AIM OF THE EXERCISE: Whenever a line below mentions the word "linejoin", that line should be copied.

GIVEN DATA:
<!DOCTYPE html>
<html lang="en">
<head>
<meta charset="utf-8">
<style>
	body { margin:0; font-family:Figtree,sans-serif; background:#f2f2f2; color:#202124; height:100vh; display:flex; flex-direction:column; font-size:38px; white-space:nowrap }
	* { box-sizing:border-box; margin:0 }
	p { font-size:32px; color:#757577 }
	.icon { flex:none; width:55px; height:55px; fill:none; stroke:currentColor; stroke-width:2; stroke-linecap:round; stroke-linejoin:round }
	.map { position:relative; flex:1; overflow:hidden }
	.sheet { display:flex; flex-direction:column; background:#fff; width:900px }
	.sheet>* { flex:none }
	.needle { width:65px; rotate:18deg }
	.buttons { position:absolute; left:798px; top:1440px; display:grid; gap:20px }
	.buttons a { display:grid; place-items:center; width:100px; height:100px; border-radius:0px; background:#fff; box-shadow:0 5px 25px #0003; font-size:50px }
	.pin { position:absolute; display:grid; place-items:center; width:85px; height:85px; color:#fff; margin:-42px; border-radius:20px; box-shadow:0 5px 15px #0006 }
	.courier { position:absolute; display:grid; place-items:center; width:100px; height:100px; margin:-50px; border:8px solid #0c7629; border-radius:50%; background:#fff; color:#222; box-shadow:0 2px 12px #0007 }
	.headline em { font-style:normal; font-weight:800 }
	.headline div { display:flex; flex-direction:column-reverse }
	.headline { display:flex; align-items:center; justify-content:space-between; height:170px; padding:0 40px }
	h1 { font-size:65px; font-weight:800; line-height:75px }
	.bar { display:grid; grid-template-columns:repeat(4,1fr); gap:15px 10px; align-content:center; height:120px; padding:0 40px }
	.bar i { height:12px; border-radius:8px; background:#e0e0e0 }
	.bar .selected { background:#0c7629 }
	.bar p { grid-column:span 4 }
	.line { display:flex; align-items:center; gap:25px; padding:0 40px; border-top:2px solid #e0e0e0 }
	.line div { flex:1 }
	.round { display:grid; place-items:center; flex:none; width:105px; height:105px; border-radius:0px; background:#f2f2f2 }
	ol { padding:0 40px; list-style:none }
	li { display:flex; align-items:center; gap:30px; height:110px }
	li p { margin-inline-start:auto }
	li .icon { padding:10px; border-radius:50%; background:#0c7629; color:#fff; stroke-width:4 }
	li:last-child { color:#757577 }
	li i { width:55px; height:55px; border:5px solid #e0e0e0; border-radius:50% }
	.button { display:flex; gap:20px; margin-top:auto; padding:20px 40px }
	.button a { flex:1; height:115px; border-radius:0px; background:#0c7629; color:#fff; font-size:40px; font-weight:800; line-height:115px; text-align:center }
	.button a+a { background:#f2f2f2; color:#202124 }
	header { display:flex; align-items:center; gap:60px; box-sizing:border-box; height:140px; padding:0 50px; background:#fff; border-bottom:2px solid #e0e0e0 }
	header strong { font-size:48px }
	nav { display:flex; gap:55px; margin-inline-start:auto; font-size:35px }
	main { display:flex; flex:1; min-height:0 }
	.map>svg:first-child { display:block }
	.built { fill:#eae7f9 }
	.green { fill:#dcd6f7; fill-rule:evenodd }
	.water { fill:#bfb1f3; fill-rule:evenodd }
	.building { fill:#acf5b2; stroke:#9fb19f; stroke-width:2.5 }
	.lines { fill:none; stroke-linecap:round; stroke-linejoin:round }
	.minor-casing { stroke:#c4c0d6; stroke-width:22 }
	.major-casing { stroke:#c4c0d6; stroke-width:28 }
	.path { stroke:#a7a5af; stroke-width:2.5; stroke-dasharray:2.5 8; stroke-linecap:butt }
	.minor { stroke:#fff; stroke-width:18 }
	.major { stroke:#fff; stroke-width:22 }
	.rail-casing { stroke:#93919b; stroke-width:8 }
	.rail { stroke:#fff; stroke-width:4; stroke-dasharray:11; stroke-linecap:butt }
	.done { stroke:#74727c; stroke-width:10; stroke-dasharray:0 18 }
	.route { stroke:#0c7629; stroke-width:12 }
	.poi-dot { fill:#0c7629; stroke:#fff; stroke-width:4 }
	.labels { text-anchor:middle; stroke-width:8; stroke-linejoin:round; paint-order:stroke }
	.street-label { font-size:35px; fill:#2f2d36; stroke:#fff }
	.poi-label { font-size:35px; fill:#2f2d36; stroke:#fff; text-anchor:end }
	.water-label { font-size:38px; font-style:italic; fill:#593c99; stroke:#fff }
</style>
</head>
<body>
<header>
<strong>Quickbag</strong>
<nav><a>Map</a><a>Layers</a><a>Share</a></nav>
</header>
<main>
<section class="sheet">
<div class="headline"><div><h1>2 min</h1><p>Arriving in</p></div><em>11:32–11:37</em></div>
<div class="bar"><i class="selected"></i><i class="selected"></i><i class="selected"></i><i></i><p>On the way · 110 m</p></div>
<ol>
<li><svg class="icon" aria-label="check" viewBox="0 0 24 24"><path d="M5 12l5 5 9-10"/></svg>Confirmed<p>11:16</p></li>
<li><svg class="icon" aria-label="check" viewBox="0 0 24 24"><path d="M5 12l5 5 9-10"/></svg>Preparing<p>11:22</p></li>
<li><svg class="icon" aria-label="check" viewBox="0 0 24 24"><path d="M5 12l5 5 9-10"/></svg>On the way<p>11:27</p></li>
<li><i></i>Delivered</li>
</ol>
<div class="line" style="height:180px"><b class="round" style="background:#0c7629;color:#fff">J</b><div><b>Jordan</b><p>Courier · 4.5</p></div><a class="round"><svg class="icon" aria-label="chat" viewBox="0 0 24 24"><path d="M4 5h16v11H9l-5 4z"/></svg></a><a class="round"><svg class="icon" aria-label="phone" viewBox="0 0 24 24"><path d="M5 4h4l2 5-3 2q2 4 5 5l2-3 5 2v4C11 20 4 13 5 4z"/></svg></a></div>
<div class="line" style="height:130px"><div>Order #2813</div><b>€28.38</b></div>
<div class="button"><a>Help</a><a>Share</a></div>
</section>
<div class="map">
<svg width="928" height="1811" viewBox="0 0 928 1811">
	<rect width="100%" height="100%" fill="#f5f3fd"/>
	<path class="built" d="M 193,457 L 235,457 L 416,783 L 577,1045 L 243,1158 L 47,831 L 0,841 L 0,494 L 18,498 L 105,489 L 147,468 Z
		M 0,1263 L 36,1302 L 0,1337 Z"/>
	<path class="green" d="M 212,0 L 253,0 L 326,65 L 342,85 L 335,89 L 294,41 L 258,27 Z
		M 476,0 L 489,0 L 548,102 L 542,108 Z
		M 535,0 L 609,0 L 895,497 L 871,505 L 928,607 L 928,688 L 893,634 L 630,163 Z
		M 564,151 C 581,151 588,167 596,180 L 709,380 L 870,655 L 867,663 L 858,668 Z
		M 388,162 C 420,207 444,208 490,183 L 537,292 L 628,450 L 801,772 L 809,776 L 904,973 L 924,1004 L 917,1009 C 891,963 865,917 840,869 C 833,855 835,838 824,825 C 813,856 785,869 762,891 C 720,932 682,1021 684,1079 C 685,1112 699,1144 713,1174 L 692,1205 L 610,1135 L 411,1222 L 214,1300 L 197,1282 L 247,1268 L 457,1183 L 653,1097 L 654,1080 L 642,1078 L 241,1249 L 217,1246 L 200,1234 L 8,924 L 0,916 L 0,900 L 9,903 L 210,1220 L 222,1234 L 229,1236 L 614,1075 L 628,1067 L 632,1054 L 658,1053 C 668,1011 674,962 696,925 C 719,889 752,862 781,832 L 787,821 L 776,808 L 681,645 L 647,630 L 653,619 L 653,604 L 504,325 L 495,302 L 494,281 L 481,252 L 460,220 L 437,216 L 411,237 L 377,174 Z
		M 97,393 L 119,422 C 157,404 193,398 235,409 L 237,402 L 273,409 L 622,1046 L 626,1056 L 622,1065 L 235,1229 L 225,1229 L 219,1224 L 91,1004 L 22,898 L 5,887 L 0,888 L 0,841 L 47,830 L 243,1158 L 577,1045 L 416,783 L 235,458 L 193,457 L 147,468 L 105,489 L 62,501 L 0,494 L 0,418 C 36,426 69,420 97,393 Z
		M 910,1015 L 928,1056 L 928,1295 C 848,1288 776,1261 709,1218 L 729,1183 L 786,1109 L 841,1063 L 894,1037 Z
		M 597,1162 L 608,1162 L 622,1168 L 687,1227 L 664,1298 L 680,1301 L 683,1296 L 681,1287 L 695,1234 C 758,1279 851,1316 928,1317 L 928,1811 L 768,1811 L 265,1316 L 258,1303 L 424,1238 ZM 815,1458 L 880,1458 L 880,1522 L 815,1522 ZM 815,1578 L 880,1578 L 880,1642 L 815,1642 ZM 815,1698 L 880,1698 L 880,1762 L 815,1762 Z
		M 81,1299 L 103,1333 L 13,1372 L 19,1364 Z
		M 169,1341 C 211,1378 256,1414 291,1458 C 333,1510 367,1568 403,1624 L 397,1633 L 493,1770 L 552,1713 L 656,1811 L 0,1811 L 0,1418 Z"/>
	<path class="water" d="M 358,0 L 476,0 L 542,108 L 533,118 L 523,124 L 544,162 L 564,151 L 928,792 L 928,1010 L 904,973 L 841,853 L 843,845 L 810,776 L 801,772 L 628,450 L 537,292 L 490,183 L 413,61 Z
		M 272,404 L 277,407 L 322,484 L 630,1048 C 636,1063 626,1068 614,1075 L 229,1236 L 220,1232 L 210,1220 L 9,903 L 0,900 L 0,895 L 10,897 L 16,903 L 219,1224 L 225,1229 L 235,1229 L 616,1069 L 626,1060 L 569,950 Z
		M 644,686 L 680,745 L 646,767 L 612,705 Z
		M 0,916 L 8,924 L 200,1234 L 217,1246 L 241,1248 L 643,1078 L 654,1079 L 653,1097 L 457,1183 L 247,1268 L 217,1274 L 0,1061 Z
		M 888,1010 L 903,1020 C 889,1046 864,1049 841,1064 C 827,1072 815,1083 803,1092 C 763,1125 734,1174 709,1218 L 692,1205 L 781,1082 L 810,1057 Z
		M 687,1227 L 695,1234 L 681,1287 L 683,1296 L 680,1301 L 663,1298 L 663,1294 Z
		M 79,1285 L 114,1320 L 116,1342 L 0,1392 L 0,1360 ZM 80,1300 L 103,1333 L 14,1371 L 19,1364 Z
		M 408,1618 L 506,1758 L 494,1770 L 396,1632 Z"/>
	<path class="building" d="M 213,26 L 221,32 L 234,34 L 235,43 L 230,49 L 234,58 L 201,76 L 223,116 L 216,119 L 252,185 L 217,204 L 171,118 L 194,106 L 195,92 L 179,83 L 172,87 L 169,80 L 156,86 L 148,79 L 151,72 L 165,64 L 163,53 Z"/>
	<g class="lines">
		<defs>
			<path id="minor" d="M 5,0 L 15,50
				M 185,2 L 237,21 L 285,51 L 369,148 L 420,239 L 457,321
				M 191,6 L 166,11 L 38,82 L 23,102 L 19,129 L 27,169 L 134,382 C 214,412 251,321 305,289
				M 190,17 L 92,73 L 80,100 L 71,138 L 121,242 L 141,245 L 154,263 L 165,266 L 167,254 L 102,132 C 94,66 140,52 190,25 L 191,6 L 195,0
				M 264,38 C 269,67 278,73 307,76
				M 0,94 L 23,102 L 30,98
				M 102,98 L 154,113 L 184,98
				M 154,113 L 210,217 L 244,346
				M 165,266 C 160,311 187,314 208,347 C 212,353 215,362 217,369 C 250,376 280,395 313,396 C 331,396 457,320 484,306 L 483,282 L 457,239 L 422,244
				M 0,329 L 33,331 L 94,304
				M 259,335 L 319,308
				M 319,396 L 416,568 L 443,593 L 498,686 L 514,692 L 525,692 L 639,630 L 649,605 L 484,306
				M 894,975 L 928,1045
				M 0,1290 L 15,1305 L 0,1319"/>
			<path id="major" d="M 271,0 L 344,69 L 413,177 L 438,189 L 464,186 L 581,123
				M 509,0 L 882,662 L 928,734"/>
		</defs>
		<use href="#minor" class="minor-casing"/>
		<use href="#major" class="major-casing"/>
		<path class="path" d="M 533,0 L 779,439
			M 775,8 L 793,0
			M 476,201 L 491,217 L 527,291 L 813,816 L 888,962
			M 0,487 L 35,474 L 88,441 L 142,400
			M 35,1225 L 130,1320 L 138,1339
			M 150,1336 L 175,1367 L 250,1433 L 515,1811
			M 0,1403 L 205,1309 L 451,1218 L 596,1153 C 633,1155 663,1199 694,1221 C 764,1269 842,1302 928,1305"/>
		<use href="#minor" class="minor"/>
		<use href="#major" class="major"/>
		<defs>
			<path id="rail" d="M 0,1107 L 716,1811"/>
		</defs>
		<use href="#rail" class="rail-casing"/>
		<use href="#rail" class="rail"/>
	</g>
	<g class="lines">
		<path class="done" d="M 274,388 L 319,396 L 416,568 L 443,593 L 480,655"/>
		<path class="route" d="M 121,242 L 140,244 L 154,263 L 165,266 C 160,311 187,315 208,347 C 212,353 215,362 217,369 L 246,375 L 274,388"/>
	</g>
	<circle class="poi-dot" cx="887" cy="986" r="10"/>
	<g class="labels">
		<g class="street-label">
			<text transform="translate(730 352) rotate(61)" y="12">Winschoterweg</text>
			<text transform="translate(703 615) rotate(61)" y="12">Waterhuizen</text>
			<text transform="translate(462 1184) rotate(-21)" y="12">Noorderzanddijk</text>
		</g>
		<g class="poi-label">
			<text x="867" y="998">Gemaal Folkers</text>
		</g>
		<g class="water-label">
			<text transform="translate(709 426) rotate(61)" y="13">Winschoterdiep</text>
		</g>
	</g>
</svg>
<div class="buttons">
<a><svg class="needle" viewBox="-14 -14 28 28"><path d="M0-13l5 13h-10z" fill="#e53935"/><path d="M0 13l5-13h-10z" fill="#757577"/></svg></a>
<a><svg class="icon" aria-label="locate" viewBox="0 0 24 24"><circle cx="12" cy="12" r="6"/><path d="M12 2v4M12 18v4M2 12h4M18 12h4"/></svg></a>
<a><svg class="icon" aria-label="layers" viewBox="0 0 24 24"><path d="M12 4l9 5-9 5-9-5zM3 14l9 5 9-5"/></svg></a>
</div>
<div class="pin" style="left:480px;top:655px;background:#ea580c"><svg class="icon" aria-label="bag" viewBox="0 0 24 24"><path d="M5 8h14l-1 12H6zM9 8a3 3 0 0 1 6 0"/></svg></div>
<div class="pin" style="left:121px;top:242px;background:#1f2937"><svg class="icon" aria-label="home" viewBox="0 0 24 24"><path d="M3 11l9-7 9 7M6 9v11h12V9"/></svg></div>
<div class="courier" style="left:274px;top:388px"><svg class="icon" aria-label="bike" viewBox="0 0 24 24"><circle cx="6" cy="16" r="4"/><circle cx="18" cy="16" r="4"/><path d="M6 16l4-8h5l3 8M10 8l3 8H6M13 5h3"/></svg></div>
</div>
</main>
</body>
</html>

ANSWER FOR THIS EXERCISE:
	.icon { flex:none; width:55px; height:55px; fill:none; stroke:currentColor; stroke-width:2; stroke-linecap:round; stroke-linejoin:round }
	.lines { fill:none; stroke-linecap:round; stroke-linejoin:round }
	.labels { text-anchor:middle; stroke-width:8; stroke-linejoin:round; paint-order:stroke }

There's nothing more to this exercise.